┌─ Extracted material

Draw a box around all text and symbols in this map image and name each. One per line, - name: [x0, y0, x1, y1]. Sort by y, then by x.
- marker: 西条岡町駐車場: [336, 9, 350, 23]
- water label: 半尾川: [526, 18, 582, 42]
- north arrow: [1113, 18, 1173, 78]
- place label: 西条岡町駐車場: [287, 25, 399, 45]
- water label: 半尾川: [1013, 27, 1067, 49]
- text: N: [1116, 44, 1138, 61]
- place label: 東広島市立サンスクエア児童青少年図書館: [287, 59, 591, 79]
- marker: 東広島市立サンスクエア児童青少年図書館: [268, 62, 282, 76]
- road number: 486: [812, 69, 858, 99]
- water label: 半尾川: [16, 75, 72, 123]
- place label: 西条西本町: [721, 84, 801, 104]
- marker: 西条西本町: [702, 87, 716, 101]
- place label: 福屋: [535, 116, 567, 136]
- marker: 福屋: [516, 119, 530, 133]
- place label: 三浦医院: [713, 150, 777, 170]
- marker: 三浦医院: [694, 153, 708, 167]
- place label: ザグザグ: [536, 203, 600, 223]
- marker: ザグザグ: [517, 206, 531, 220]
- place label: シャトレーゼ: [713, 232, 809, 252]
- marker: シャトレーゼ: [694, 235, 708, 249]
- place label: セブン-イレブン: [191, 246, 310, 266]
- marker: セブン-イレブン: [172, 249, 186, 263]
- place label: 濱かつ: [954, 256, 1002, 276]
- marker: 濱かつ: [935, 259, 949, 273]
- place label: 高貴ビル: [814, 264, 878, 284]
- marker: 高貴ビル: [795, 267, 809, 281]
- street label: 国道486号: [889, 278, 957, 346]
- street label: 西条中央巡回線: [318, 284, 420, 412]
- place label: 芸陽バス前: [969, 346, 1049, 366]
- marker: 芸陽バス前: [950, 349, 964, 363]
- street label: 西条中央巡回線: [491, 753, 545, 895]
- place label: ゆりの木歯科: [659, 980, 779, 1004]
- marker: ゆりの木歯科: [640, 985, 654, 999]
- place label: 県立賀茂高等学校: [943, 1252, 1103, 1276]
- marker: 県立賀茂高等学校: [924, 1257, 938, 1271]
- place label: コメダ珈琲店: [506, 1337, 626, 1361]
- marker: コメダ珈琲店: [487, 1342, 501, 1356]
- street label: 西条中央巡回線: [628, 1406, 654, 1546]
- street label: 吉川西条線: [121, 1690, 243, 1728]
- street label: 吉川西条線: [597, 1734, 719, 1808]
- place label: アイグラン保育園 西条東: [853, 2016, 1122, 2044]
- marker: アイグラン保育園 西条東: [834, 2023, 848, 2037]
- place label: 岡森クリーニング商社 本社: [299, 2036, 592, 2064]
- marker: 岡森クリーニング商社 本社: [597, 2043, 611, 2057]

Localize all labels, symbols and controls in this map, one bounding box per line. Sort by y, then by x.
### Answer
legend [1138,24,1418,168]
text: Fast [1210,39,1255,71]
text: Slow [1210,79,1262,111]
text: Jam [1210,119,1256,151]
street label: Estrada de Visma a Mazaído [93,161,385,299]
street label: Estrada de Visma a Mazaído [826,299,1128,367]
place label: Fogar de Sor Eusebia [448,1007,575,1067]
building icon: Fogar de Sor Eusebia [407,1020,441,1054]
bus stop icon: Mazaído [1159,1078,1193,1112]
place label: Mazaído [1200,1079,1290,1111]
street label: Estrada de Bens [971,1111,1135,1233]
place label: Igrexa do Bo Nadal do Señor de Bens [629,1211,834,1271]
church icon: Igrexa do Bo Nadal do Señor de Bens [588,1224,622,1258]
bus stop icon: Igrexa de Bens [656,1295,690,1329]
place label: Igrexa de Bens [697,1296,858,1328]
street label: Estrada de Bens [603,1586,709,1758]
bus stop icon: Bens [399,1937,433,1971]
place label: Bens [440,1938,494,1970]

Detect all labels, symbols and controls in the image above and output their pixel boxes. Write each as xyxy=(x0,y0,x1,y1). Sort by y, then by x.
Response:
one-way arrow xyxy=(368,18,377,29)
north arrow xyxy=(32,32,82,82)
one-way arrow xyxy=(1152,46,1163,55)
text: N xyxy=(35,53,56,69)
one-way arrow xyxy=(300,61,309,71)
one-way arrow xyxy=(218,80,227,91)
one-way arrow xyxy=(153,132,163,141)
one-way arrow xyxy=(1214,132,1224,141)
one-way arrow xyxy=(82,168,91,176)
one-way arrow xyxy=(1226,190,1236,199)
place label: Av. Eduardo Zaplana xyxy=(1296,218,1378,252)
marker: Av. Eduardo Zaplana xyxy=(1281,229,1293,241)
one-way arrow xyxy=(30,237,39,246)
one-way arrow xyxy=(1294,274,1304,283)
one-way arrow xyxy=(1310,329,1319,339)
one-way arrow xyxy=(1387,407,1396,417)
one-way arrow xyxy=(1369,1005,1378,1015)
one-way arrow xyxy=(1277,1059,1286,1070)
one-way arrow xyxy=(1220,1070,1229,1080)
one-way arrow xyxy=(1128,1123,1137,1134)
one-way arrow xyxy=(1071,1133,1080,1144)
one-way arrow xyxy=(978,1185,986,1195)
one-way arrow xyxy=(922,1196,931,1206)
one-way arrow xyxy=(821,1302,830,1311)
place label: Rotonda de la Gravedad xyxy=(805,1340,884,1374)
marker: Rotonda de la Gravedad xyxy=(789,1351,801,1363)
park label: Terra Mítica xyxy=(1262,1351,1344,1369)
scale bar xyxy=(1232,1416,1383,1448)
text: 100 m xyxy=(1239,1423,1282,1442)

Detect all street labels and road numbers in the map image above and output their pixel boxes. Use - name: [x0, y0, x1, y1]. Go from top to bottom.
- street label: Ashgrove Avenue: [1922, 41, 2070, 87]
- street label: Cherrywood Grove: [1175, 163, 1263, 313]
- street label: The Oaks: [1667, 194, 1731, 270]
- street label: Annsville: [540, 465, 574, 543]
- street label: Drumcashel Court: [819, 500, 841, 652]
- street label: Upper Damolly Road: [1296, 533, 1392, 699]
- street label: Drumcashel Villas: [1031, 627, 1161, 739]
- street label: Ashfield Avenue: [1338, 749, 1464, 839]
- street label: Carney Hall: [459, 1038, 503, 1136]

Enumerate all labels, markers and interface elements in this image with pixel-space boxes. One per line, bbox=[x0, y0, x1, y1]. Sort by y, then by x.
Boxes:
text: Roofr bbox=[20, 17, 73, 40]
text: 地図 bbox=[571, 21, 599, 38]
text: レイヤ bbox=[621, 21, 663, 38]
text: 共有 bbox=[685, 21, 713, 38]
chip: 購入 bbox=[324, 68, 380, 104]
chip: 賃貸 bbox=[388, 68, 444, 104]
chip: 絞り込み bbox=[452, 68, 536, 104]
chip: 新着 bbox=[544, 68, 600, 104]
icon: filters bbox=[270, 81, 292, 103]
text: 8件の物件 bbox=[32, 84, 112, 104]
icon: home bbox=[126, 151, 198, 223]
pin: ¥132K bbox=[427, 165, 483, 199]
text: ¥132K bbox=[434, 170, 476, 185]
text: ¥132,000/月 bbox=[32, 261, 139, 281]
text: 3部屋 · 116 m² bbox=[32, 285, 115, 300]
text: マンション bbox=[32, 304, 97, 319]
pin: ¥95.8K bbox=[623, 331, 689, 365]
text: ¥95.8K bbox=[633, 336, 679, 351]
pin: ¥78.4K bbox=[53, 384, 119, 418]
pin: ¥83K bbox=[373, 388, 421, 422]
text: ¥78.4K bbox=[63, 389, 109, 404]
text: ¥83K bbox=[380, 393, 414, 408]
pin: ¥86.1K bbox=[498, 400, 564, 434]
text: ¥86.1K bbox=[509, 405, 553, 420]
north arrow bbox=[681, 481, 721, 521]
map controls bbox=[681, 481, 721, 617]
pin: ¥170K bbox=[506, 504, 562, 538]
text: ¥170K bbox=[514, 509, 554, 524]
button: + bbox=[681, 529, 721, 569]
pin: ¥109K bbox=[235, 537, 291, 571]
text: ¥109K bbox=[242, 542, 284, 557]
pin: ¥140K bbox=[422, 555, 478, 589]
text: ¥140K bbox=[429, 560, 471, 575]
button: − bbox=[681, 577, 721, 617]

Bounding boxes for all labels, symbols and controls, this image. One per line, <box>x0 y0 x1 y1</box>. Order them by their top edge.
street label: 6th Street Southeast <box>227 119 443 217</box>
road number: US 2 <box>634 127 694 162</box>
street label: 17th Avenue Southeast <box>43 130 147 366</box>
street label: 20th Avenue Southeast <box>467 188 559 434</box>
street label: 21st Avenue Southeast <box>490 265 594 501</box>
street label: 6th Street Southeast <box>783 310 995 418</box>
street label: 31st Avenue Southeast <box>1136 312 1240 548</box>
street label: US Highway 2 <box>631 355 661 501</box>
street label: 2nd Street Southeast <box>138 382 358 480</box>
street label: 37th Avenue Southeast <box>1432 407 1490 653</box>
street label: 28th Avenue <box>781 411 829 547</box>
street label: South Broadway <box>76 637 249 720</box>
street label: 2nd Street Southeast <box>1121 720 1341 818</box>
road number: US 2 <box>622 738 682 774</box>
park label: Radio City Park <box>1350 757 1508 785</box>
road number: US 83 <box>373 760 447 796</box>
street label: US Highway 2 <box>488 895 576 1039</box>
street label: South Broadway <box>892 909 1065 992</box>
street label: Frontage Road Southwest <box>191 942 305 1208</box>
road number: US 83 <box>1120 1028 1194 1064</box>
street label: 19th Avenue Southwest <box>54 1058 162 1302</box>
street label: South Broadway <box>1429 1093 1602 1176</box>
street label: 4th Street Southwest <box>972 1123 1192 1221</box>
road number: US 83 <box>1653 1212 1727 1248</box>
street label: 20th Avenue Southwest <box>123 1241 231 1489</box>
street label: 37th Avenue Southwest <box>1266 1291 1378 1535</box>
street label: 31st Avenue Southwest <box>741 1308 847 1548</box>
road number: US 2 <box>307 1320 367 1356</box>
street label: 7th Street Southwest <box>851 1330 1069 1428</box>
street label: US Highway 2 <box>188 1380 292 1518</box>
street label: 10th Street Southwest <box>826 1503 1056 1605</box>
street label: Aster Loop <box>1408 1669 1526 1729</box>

└─

Your task:
Lines above that contain the string "Broadway" make up the answer.

Answer to this task:
street label: South Broadway <box>76 637 249 720</box>
street label: South Broadway <box>892 909 1065 992</box>
street label: South Broadway <box>1429 1093 1602 1176</box>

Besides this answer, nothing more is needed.